(Data excerpts begins)
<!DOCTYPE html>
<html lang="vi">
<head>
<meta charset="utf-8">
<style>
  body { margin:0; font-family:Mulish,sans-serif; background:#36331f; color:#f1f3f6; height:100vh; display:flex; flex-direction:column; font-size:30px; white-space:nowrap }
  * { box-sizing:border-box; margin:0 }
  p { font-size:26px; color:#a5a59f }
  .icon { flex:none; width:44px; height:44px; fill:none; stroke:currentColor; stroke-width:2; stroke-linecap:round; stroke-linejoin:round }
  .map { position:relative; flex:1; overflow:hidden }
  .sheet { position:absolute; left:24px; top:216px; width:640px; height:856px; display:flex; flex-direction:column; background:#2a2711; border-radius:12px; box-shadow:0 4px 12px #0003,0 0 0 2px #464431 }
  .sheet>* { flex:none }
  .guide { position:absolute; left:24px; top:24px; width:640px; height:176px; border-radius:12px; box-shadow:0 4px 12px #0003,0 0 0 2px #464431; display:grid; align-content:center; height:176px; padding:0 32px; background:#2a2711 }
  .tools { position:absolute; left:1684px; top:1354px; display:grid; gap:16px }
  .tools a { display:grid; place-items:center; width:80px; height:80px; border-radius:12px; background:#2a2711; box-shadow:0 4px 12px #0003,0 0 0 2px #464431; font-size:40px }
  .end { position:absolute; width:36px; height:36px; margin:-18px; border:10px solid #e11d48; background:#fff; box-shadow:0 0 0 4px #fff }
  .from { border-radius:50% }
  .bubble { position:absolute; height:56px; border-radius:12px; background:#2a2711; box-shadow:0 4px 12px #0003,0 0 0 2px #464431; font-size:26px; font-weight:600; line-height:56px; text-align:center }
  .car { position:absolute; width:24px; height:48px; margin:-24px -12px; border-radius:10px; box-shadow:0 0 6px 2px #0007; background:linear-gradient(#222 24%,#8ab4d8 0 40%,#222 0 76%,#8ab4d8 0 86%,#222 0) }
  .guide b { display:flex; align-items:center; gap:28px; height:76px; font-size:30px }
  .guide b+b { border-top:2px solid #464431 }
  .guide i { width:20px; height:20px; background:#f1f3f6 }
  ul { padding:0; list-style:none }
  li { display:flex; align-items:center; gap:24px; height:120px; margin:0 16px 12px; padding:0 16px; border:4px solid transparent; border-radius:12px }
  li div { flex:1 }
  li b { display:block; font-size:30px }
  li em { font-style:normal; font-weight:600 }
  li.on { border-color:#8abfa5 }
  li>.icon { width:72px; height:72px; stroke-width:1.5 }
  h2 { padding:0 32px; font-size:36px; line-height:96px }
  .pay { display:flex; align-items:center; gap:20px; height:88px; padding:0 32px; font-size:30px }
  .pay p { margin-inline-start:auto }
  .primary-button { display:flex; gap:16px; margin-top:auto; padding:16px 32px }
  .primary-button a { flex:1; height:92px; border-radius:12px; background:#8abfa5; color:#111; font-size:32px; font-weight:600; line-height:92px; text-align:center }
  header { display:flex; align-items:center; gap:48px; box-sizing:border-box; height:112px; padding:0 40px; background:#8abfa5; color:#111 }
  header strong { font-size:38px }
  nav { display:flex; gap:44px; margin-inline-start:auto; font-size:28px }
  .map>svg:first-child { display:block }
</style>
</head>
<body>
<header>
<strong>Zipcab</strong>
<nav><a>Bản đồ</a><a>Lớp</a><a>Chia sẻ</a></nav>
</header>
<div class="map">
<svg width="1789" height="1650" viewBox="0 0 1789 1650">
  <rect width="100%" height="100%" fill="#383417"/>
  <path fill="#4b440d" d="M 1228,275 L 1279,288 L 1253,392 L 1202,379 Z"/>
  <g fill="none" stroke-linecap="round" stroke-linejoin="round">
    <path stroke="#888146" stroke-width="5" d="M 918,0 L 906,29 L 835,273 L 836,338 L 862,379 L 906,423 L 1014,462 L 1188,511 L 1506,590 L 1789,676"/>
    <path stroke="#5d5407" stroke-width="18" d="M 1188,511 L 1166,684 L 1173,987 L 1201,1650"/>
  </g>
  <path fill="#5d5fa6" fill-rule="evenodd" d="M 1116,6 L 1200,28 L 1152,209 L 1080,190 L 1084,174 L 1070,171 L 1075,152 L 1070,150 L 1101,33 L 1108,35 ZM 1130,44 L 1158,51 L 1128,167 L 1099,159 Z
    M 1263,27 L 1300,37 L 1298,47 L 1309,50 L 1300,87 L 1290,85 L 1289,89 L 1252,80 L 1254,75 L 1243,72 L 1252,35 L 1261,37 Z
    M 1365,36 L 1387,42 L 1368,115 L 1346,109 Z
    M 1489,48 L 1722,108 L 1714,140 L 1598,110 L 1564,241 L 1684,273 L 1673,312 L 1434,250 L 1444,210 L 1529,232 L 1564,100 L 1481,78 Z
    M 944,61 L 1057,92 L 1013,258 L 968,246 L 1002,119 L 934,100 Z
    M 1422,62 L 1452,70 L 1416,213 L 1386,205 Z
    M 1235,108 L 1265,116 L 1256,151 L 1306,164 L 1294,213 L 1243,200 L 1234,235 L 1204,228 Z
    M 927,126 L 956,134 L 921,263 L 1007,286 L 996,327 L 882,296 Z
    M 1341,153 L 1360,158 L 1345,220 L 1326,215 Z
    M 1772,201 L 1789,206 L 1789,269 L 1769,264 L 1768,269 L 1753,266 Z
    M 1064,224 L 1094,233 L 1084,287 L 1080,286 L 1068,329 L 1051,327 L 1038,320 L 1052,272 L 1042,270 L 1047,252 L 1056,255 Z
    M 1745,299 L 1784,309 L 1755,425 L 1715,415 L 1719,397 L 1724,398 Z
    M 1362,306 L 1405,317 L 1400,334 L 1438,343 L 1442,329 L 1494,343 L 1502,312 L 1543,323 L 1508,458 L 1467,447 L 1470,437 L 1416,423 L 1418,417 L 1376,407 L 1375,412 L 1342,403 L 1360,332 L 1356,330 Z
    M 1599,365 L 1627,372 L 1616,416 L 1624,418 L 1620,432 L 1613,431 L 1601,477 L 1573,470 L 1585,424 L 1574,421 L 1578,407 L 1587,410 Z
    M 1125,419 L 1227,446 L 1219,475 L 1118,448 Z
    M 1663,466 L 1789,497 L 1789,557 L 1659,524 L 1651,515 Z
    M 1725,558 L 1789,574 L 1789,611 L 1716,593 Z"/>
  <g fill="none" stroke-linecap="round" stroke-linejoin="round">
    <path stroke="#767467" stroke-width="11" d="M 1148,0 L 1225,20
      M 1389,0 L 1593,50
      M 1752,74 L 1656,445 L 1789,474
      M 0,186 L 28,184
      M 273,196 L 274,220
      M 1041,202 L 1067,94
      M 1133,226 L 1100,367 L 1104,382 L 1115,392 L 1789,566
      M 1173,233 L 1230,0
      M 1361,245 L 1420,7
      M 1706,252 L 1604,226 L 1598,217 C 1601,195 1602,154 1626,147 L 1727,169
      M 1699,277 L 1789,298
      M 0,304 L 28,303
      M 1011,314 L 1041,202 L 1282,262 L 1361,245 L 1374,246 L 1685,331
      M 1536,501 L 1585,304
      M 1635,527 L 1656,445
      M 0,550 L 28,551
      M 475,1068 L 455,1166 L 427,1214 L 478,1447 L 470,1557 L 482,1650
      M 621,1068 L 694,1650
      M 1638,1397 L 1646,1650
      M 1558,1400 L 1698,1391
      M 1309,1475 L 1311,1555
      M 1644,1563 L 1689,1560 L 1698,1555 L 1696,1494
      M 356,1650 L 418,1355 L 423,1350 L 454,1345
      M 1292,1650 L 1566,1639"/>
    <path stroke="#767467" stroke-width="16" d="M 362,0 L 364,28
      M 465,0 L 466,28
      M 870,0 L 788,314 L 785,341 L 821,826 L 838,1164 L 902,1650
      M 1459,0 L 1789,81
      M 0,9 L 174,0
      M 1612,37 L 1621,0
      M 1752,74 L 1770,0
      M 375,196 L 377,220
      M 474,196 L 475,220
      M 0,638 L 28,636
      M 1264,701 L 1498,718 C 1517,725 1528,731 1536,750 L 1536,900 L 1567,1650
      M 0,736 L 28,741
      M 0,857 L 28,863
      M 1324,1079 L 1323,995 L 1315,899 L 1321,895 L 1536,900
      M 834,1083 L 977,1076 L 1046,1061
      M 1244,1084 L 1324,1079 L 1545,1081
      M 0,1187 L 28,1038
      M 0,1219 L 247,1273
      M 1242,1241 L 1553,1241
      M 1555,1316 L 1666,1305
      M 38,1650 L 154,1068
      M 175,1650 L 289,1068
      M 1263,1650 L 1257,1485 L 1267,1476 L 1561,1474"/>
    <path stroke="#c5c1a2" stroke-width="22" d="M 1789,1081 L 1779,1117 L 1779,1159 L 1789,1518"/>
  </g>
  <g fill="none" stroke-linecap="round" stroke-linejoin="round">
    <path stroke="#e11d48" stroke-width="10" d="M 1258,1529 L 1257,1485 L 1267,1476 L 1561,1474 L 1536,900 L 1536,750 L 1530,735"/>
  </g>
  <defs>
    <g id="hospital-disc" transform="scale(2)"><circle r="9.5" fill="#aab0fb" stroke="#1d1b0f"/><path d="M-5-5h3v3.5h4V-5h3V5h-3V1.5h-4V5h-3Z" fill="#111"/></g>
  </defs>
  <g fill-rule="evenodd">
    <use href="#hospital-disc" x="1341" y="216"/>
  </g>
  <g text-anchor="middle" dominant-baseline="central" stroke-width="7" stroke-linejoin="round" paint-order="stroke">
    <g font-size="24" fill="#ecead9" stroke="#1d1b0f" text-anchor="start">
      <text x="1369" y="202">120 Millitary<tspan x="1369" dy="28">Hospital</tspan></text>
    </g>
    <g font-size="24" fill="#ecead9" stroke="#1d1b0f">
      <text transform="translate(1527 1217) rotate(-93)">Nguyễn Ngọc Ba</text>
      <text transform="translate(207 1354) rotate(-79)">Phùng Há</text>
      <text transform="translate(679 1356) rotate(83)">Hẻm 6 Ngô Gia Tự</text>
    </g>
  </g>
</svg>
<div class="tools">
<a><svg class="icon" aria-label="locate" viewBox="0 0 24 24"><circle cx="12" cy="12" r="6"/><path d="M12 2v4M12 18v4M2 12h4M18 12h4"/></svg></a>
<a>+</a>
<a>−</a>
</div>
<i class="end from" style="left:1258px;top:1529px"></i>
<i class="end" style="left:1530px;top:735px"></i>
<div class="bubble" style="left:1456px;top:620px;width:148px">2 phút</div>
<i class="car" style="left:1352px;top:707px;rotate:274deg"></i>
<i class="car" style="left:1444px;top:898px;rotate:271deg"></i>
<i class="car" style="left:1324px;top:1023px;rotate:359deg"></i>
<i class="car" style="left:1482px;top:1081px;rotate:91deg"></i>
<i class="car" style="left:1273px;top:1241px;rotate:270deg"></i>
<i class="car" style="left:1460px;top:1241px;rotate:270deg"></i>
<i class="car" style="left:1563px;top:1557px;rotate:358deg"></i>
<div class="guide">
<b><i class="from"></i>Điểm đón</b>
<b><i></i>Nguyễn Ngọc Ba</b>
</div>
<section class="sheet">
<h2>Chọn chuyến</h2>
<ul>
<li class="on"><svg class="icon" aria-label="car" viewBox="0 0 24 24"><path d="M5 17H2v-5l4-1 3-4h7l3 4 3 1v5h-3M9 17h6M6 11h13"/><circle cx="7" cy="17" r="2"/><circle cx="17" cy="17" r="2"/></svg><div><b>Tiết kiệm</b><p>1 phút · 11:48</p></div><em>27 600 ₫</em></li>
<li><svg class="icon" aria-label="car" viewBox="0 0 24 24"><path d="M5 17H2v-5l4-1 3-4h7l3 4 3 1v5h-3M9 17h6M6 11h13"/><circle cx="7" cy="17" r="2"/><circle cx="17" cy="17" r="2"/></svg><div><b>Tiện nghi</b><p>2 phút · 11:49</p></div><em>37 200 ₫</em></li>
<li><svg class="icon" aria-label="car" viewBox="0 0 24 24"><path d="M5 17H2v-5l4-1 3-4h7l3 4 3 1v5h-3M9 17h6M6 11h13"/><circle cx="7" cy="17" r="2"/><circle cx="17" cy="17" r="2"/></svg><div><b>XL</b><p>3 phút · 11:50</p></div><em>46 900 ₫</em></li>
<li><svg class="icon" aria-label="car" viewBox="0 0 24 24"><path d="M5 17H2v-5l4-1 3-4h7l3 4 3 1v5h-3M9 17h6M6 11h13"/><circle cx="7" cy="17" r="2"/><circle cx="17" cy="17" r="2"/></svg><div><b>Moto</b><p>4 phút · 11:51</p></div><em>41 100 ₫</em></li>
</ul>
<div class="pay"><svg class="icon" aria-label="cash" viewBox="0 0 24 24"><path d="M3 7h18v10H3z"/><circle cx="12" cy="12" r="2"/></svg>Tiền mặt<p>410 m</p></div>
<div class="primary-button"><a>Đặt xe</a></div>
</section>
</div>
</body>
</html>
(Data excerpts ends)
• What the exercise asks
Look above for the line with "padding:0 32px; font-size:36px;" and the line with "flex:1; height:92px; border-radius:12px;". Write out those two lines and all the lines between them, exactly, and no others.

• Solution to the problem
  h2 { padding:0 32px; font-size:36px; line-height:96px }
  .pay { display:flex; align-items:center; gap:20px; height:88px; padding:0 32px; font-size:30px }
  .pay p { margin-inline-start:auto }
  .primary-button { display:flex; gap:16px; margin-top:auto; padding:16px 32px }
  .primary-button a { flex:1; height:92px; border-radius:12px; background:#8abfa5; color:#111; font-size:32px; font-weight:600; line-height:92px; text-align:center }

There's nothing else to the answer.